■ **Prompt**:
Find the word "read" in the listing below. Copy every line that has it.
*** Opening Information ***
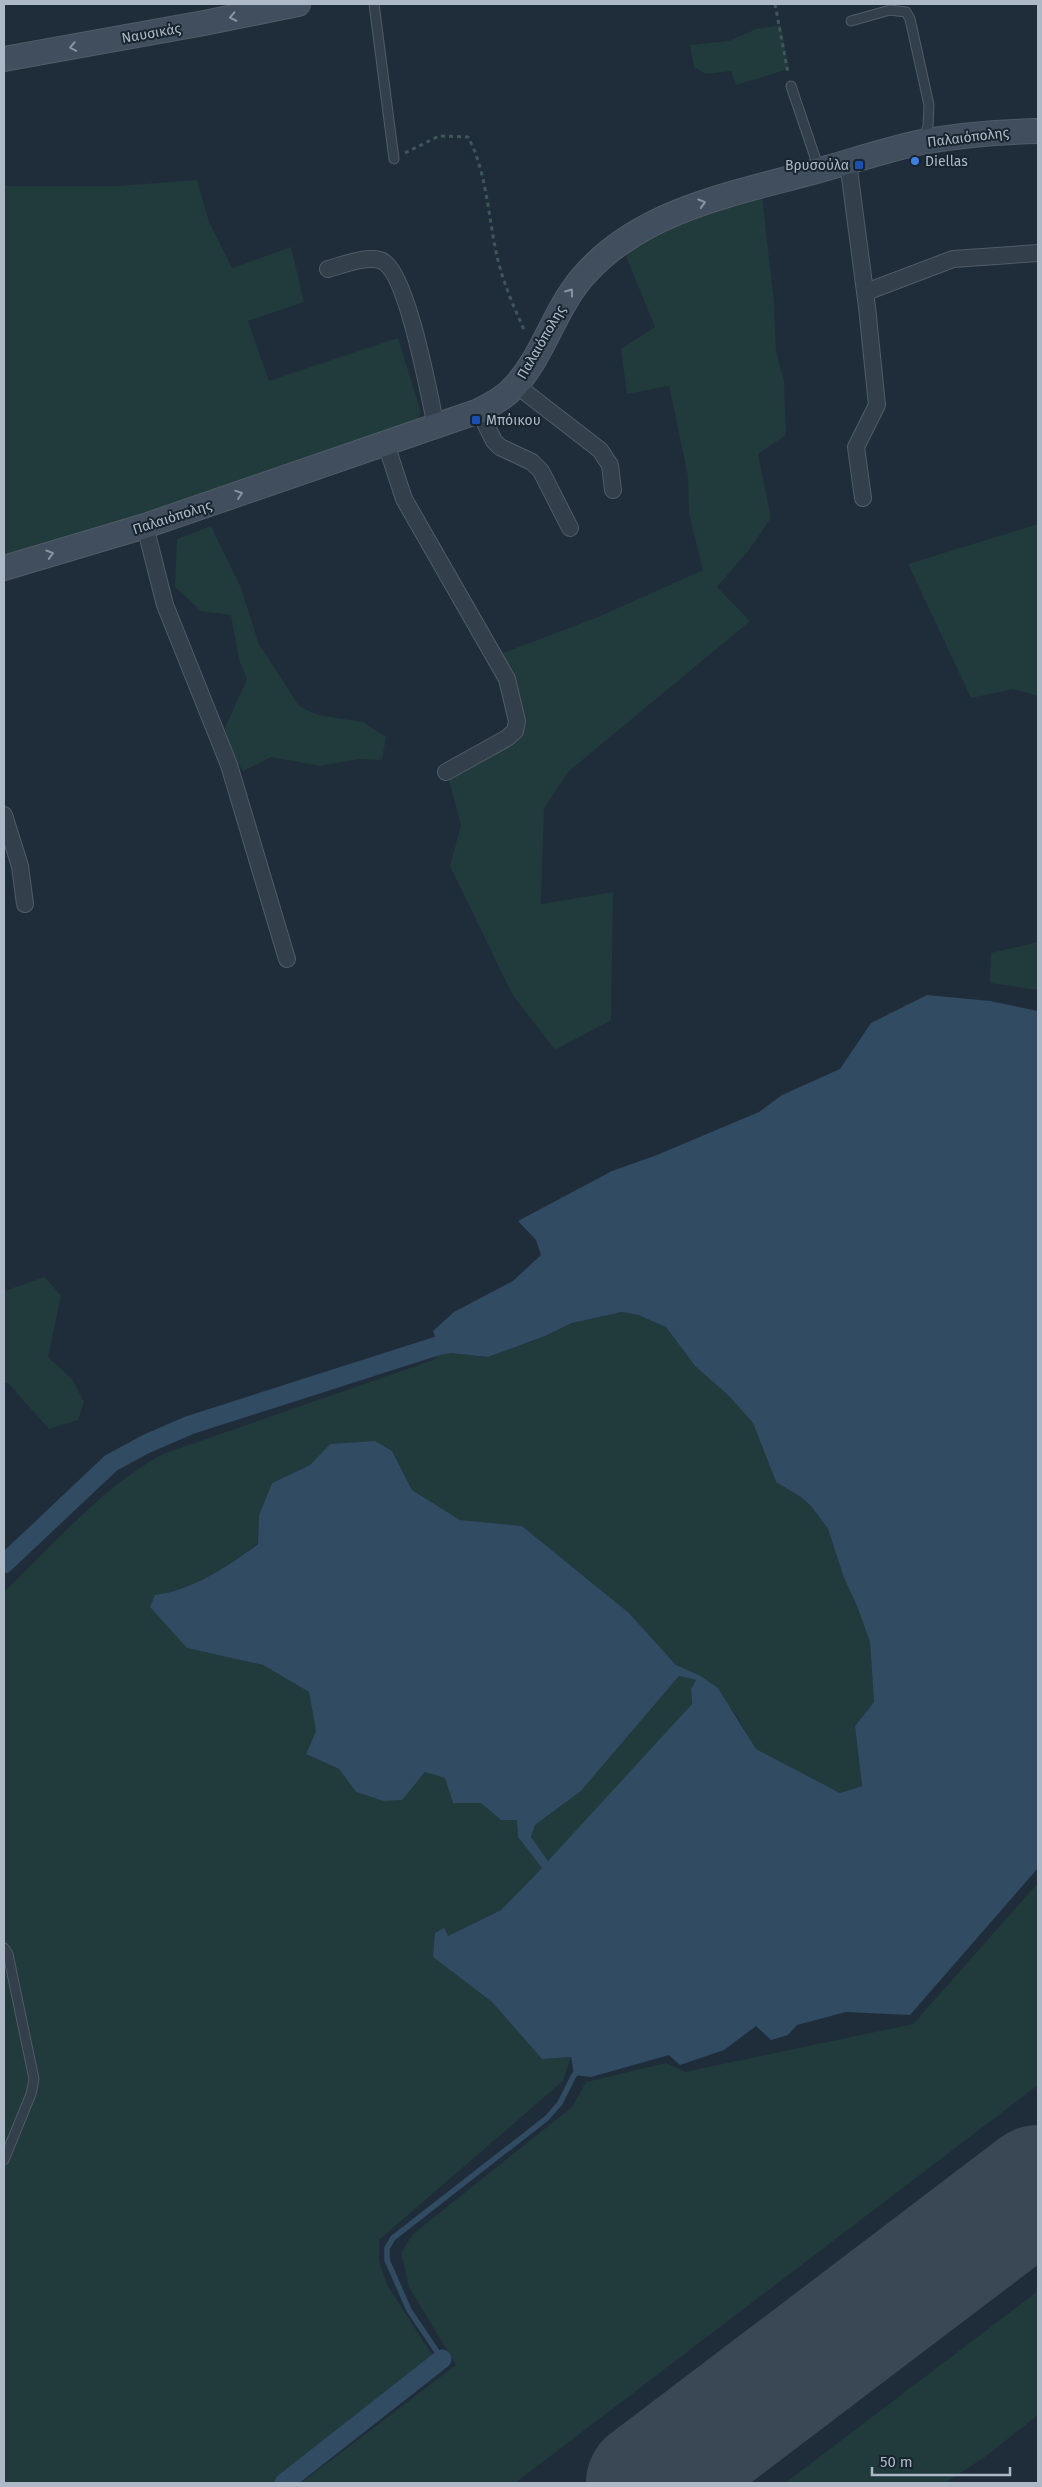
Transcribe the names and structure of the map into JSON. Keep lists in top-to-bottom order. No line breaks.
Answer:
{"streets":{"main road":["Ναυσικάς","Παλαιόπολης"]},"one_way":["Ναυσικάς","Παλαιόπολης"],"places":{"other":["Diellas"],"transit":["Βρυσούλα","Μπόικου"]},"scale_bar":"50 m"}
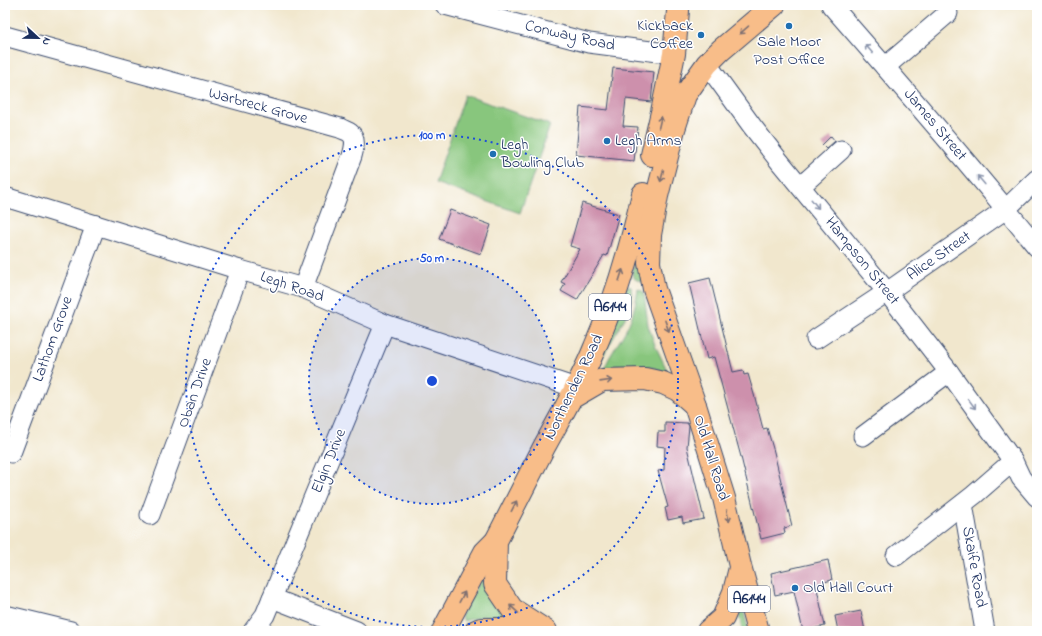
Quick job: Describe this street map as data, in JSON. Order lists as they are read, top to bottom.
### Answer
{
  "streets": {
    "main road": ["A6144", "Northenden Road", "Old Hall Road"],
    "street": [
      "Conway Road",
      "Warbreck Grove",
      "James Street",
      "Alice Street",
      "Hampson Street",
      "Legh Road",
      "Lathom Grove",
      "Oban Drive",
      "Elgin Drive",
      "Skaife Road"
    ]
  },
  "crossings": [
    ["Conway Road", "A6144"],
    ["Conway Road", "Northenden Road"],
    ["Warbreck Grove", "Legh Road"],
    ["James Street", "Alice Street"],
    ["Alice Street", "Hampson Street"],
    ["Hampson Street", "A6144"],
    ["Hampson Street", "Old Hall Road"],
    ["Legh Road", "Lathom Grove"],
    ["Legh Road", "Northenden Road"],
    ["Legh Road", "Oban Drive"],
    ["Legh Road", "Elgin Drive"],
    ["A6144", "Northenden Road"],
    ["A6144", "Old Hall Road"]
  ],
  "one_way": [
    "James Street",
    "Hampson Street",
    "Northenden Road",
    "Old Hall Road"
  ],
  "places": [
    "Sale Moor Post Office",
    "Kickback Coffee",
    "Legh Arms",
    "Legh Bowling Club",
    "Old Hall Court"
  ],
  "north": "right",
  "rings": ["100 m", "50 m"]
}
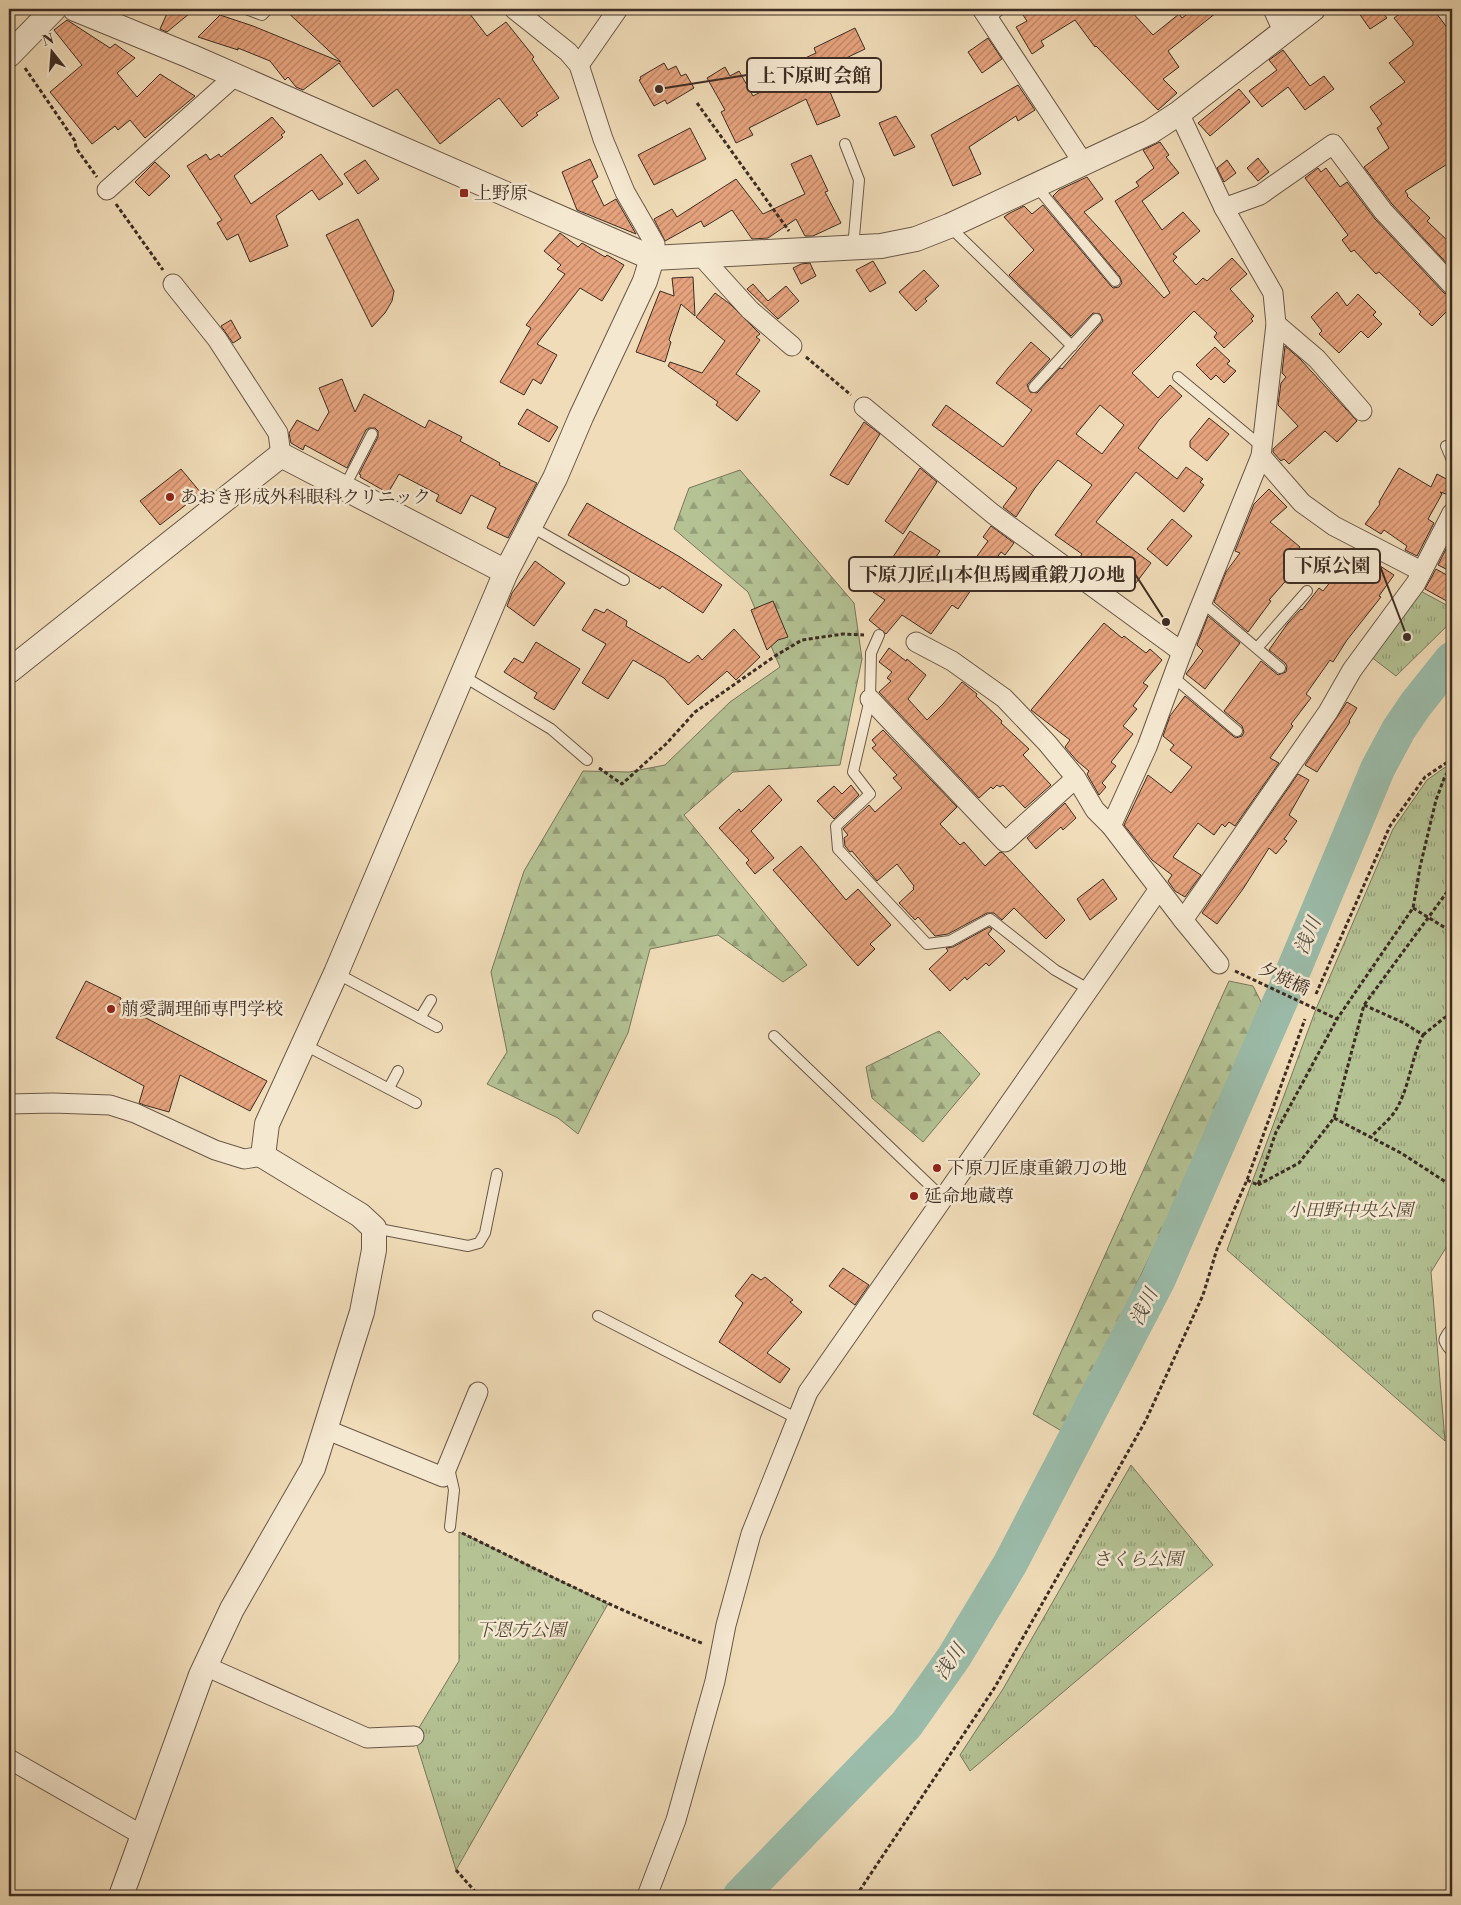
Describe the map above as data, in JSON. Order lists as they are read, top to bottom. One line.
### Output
*** Closing Information ***
■ **Response**:
Quick job: Describe this street map as data, in JSON. Order lists as they are read, top to bottom.
Describe the map above as data, in JSON. Order lists as they are read, top to bottom. One line.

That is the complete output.